Pour son premier film long, le réalisateur Olivier Panchot s’est attaché les services de Yaël Abecassis, découverte chez Amos Gitaï, et de la jeune Clémence Poésy. Si le talent des deux actrices transparaît sans peine à l’écran, le réalisateur semble vouloir trop bien faire, et finit par juste trop en faire. Un coup d’essai pas vraiment réussi, mais bien loin d’être raté.
Divorcée, Anna recherche une jeune fille au pair pour s’occuper de ses enfants. Lise lui impose pratiquement sa présence, mais la jeune fille et elle deviennent rapidement proches. Lorsqu’Anna découvre un côté bien plus sombre et perturbé de Lise, elle ne peut s’empêcher de commencer subrepticement à s’immiscer dans la vie de la jeune femme.
C’est à Paris que se déroule Sans moi, mais la ville est étrangement absente du film. Ce premier film d’Olivier Panchot dépeint avant tout le face à face de deux femmes – « face à face » étant réellement l’expression la plus juste. Anna et Lise sont filmées perpétuellement en gros plan, laissant donc une place fondamentale à l’interprétation, irréprochable de la part de Yaël Abecassis, et tout à fait honorable de celle de Clémence Poésy. Les autres protagonistes (amants, enfants, collègues, dealer…) ne sont que des fantômes à l’écran, n’existent qu’en tant que faire-valoir des deux femmes, tandis que le décor parisien n’est que brouillard, flouté, lointain ou stylisé. La rhétorique visuelle employé par le réalisateur permet parfois quelques beaux moments, comme lorsque Lise va céder au doute et à la solitude, et, s’enfermant dans une cabine téléphonique alors qu’il pleut à torrents, se retrouve ainsi coupée du monde.
Si le langage cinématographique, plutôt premier degré, peut agacer, sa finesse et son élégance sont assurées par une belle photographie urbaine (qui n’est pas sans évoquer le Tsai Ming-liang des Rebelles du dieu Néon) et par la mise en scène très léchée.
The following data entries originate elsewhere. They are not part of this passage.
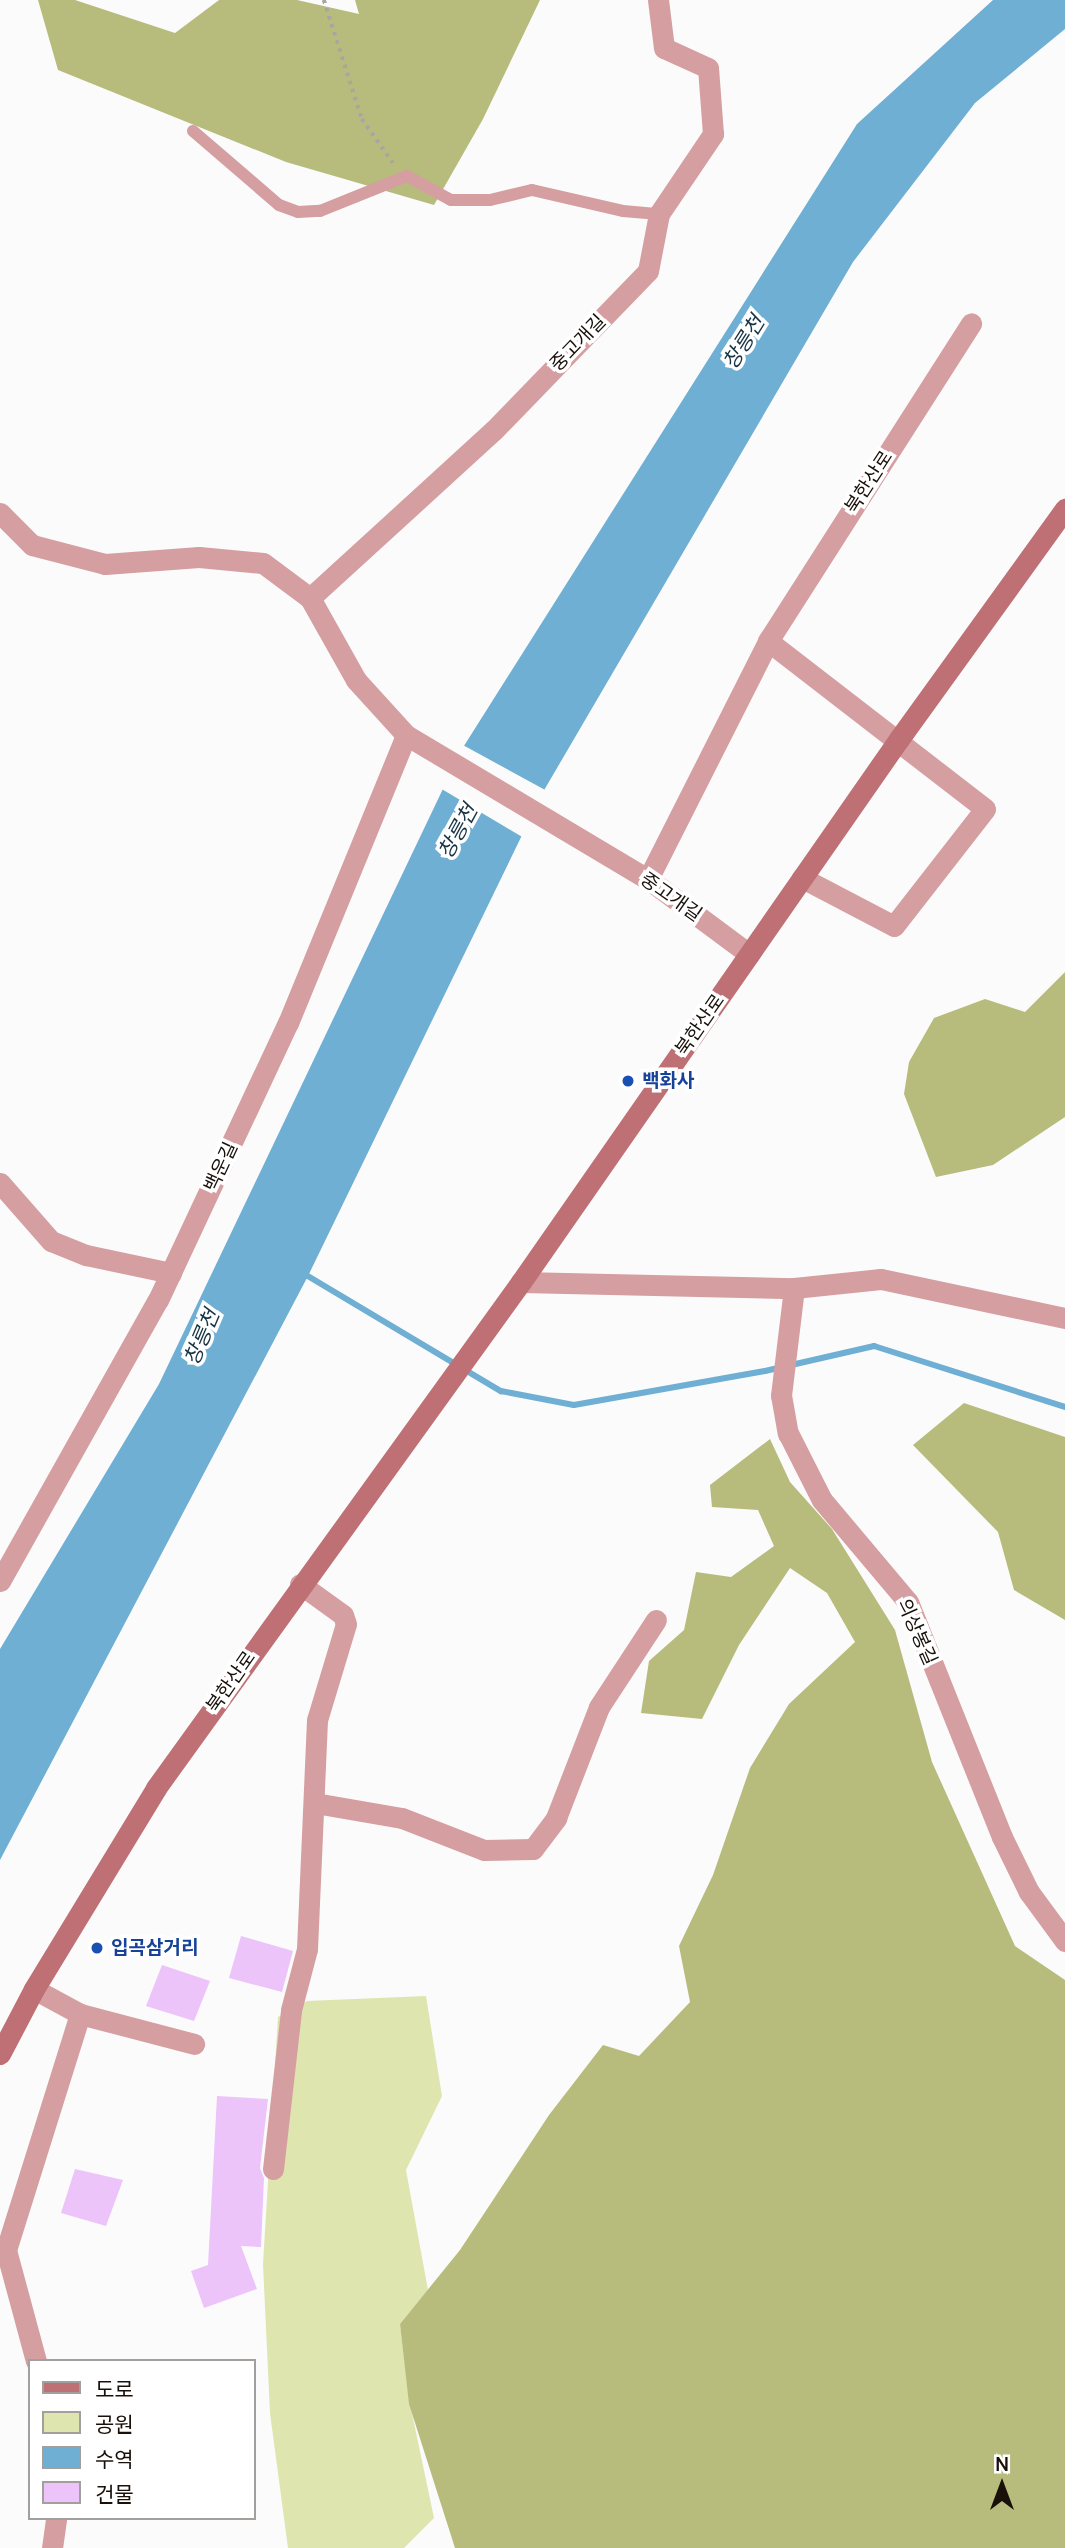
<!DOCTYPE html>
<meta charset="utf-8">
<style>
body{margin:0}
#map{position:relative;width:1065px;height:2548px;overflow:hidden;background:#fbfbfb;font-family:Manrope,"Noto Sans KR",sans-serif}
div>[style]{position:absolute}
.green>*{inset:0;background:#dfe5ae}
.forest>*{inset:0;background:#b7bc7c}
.water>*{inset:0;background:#6fafd3}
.pier>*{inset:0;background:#fbfbfb}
.stream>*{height:6px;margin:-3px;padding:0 3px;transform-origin:3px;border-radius:3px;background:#6fafd3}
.building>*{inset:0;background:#ecc4fa}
.path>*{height:3.5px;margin-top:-1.75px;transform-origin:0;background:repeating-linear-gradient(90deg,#a9a5a3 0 3.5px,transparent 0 8.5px)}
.service>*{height:12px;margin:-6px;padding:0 6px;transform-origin:6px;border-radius:6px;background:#d59ea1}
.minor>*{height:21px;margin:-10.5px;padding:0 10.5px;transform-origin:10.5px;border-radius:10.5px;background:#d59ea1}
.secondary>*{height:21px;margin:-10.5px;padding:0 10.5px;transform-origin:10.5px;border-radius:10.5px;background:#be7075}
.dots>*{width:19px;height:19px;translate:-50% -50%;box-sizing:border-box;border:4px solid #fff;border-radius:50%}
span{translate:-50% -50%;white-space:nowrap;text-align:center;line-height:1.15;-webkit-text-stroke:7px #fff;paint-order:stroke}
.street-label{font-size:19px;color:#19100a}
.transit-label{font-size:19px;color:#164399;font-weight:700}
.left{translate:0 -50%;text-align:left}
.water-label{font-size:21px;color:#173444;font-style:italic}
.legend{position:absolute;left:28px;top:2359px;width:228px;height:161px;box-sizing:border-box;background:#fff;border:2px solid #a39f9d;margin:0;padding:9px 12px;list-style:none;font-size:21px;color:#19100a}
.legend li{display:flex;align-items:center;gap:14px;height:35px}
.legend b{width:35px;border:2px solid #a39f9d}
.north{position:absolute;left:967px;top:2450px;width:70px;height:70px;-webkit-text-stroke:5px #fff;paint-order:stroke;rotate:0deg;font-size:19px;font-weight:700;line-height:28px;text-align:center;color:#19100a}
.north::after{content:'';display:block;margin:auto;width:24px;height:32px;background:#19100a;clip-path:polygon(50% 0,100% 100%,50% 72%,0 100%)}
</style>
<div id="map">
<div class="green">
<div style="clip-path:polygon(426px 1996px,442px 2096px,406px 2170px,428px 2290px,400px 2324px,409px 2399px,434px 2518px,404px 2548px,288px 2548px,270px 2413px,263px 2264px,278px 2017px,307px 2001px)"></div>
</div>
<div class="forest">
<div style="clip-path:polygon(38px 0,75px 0,175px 33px,219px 0,297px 0,359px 14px,355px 0,540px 0,483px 119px,434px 205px,286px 162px,58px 70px)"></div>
<div style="clip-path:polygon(1065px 972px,1065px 1117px,993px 1165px,936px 1177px,904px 1094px,909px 1062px,934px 1018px,985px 999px,1025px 1012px)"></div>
<div style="clip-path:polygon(964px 1403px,1065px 1437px,1065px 1620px,1014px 1590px,998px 1532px,913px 1445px)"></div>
<div style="clip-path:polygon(770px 1439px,790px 1482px,832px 1529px,895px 1630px,932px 1762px,1015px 1946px,1065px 1980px,1065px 2548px,455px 2548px,409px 2404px,400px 2324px,460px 2250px,549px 2115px,603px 2045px,639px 2056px,690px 2002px,679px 1946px,713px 1875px,750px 1768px,789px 1704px,855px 1642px,827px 1593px,790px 1568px,739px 1645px,702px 1719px,641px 1713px,649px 1661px,684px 1630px,696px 1572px,731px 1577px,774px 1546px,758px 1510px,712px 1507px,710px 1485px)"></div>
</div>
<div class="water">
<div style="clip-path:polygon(993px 0,1065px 0,1065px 29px,975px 103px,853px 262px,543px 792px,308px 1276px,0 1860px,0 1649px,159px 1384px,462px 749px,857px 124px)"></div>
</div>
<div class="pier">
<div style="clip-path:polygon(461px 744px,547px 791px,524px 838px,440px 788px)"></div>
</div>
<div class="stream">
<div style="left:301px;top:1272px;width:233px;rotate:30.8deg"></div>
<div style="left:501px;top:1391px;width:74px;rotate:10.9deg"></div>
<div style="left:574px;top:1405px;width:194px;rotate:-10.1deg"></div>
<div style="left:765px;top:1371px;width:112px;rotate:-12.9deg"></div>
<div style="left:874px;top:1346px;width:201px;rotate:17.7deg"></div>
</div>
<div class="building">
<div style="clip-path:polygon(241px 1936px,293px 1951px,282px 1992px,229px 1978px)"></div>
<div style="clip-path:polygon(162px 1965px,210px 1981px,194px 2021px,146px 2006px)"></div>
<div style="clip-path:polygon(217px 2096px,268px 2099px,260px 2168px,264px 2178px,261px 2247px,241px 2246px,257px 2289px,204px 2308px,191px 2271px,208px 2265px)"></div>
<div style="clip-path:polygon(75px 2169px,123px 2180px,106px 2226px,61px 2213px)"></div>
</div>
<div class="path">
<div style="left:324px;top:0;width:125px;rotate:72.3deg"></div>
<div style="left:362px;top:119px;width:54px;rotate:54.8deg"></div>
</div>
<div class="service">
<div style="left:193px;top:131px;width:113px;rotate:40.7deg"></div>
<div style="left:279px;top:205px;width:20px;rotate:20deg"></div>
<div style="left:298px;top:212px;width:22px;rotate:-3deg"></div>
<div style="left:320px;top:211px;width:94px;rotate:-21.9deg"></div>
<div style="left:407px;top:176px;width:50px;rotate:28.6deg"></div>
<div style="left:451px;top:200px;width:39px"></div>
<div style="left:490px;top:200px;width:43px;rotate:-13.4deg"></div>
<div style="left:532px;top:190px;width:93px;rotate:13deg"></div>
<div style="left:623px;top:211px;width:36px;rotate:5deg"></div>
</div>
<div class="minor">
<div style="left:0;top:513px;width:45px;rotate:45deg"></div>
<div style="left:32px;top:545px;width:75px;rotate:14.6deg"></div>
<div style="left:105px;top:564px;width:94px;rotate:-4.3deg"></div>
<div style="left:199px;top:557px;width:64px;rotate:5.4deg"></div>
<div style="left:263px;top:563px;width:59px;rotate:36.7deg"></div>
<div style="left:310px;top:598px;width:94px;rotate:60.7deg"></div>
<div style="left:356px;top:680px;width:74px;rotate:47.7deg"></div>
<div style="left:406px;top:735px;width:282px;rotate:30.8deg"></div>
<div style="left:648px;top:879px;width:126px;rotate:36.6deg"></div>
<div style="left:310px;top:598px;width:249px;rotate:-42.4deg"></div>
<div style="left:494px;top:430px;width:221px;rotate:-45.9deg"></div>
<div style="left:648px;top:271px;width:58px;rotate:-79.1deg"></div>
<div style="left:659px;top:214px;width:97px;rotate:-56deg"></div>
<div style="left:713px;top:134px;width:66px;rotate:-94.3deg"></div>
<div style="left:708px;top:68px;width:48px;rotate:-155.6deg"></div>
<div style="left:664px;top:48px;width:48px;rotate:-97.1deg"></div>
<div style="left:768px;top:641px;width:274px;rotate:37.7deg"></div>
<div style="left:985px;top:809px;width:148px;rotate:127.9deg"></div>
<div style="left:894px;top:926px;width:104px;rotate:-152.4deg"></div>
<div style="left:648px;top:879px;width:267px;rotate:-63.2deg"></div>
<div style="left:768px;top:641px;width:377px;rotate:-57.4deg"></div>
<div style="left:0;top:1183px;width:77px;rotate:48.7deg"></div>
<div style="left:51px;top:1241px;width:38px;rotate:22deg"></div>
<div style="left:86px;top:1255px;width:87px;rotate:12deg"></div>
<div style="left:521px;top:1282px;width:273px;rotate:1.3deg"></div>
<div style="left:794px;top:1288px;width:87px;rotate:-5.9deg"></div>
<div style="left:881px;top:1279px;width:188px;rotate:12deg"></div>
<div style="left:794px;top:1288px;width:108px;rotate:96.9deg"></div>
<div style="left:781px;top:1395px;width:39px;rotate:80deg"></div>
<div style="left:788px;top:1433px;width:75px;rotate:63.1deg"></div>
<div style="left:822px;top:1500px;width:133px;rotate:49.9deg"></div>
<div style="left:908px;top:1602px;width:253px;rotate:68.2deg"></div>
<div style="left:1002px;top:1837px;width:61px;rotate:63.9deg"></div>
<div style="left:1029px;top:1892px;width:61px;rotate:53.7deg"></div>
<div style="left:0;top:1581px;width:322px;rotate:-60.7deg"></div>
<div style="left:158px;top:1300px;width:306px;rotate:-64.9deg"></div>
<div style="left:288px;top:1023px;width:311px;rotate:-67.7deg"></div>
<div style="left:315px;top:1803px;width:88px;rotate:9.8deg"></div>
<div style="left:402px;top:1818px;width:88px;rotate:21.3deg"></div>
<div style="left:484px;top:1850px;width:49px;rotate:-1.2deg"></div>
<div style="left:533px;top:1849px;width:39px;rotate:-53deg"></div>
<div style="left:556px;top:1818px;width:119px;rotate:-68.8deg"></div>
<div style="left:599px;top:1707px;width:104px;rotate:-56.8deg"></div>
<div style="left:34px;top:1989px;width:52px;rotate:28.5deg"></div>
<div style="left:80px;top:2014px;width:247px;rotate:107.4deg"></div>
<div style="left:6px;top:2250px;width:115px;rotate:74.9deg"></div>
<div style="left:80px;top:2014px;width:118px;rotate:14.7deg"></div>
<div style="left:273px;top:2169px;width:160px;rotate:-83.5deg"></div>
<div style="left:291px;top:2010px;width:63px;rotate:-75.3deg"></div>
<div style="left:307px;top:1949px;width:229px;rotate:-87.5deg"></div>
<div style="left:317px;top:1720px;width:100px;rotate:-73.2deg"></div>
<div style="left:346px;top:1624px;width:9px;rotate:-108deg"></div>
<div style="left:343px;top:1615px;width:53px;rotate:-144.2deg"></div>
<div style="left:52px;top:2548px;width:30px;rotate:-82deg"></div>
</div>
<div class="secondary">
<div style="left:0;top:2054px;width:73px;rotate:-62.4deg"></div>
<div style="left:34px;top:1989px;width:235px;rotate:-58.7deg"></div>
<div style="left:156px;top:1788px;width:624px;rotate:-54.2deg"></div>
<div style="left:521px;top:1282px;width:662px;rotate:-55.16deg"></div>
<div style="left:899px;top:739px;width:284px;rotate:-54.2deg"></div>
</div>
<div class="dots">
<div style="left:628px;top:1081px;background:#1a4fb4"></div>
<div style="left:97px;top:1948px;background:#1a4fb4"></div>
</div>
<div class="street-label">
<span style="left:578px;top:343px;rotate:-46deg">중고개길</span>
<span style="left:869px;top:482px;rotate:-57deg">북한산로</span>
<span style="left:671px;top:897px;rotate:35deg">중고개길</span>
<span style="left:700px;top:1025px;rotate:-55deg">북한산로</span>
<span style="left:221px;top:1167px;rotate:-65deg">백운길</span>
<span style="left:917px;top:1632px;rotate:66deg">의상봉길</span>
<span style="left:231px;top:1682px;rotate:-55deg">북한산로</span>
</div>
<div class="transit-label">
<span class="left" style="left:642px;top:1081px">백화사</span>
<span class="left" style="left:111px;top:1948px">입곡삼거리</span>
</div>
<div class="water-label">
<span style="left:743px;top:342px;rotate:-58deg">창릉천</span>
<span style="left:457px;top:831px;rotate:-61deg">창릉천</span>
<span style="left:201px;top:1337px;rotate:-67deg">창릉천</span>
</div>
<ul class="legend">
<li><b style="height:9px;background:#be7075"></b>도로</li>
<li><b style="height:19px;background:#dfe5ae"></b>공원</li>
<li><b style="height:19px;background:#6fafd3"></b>수역</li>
<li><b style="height:19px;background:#ecc4fa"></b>건물</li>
</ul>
<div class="north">N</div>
</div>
Chaque plan, ou peu s’en faut, est précisément agencé comme un tableau – ou plus justement, un portrait. Dès les premières scènes, la focalisation sur le visage tendu de Yaël Abecassis, sur son jeu en général, installe une tension dans le film, qui ne fait que croître au fur et à mesure. Bientôt, une scène nocturne se déroule sous les auspices du slasher fantastique, les scènes nocturnes aux éclairages se voulant presque expressionnistes se multiplient, et le récit bascule lentement dans le doute quant à la réalité de la perception d’Anna : n’est-ce pas finalement elle qui projette ses angoisses dans le comportement insaisissable de Lise ?
Rien de bien révolutionnaire, en somme, dans ce premier film d’Olivier Panchot, si ce n’est une manifeste tendance à un perfectionnisme technique et visuel qui pourrait agacer, n’eut été le soin apporté à privilégier ce qui reste finalement le principal attrait de cette histoire mainte fois entendue de projection de ses angoisses sur quelqu’un d’autre : le jeu des actrices. C’est une tarte à la crème du cinéma français, certes, mais savoir s’entourer est un talent certain pour un metteur en scène. Reste à savoir si Panchot saura dans le futur se départir de son maniérisme visuel un brin agaçant pour offrir à ses remarquables interprètes un film à leur mesure.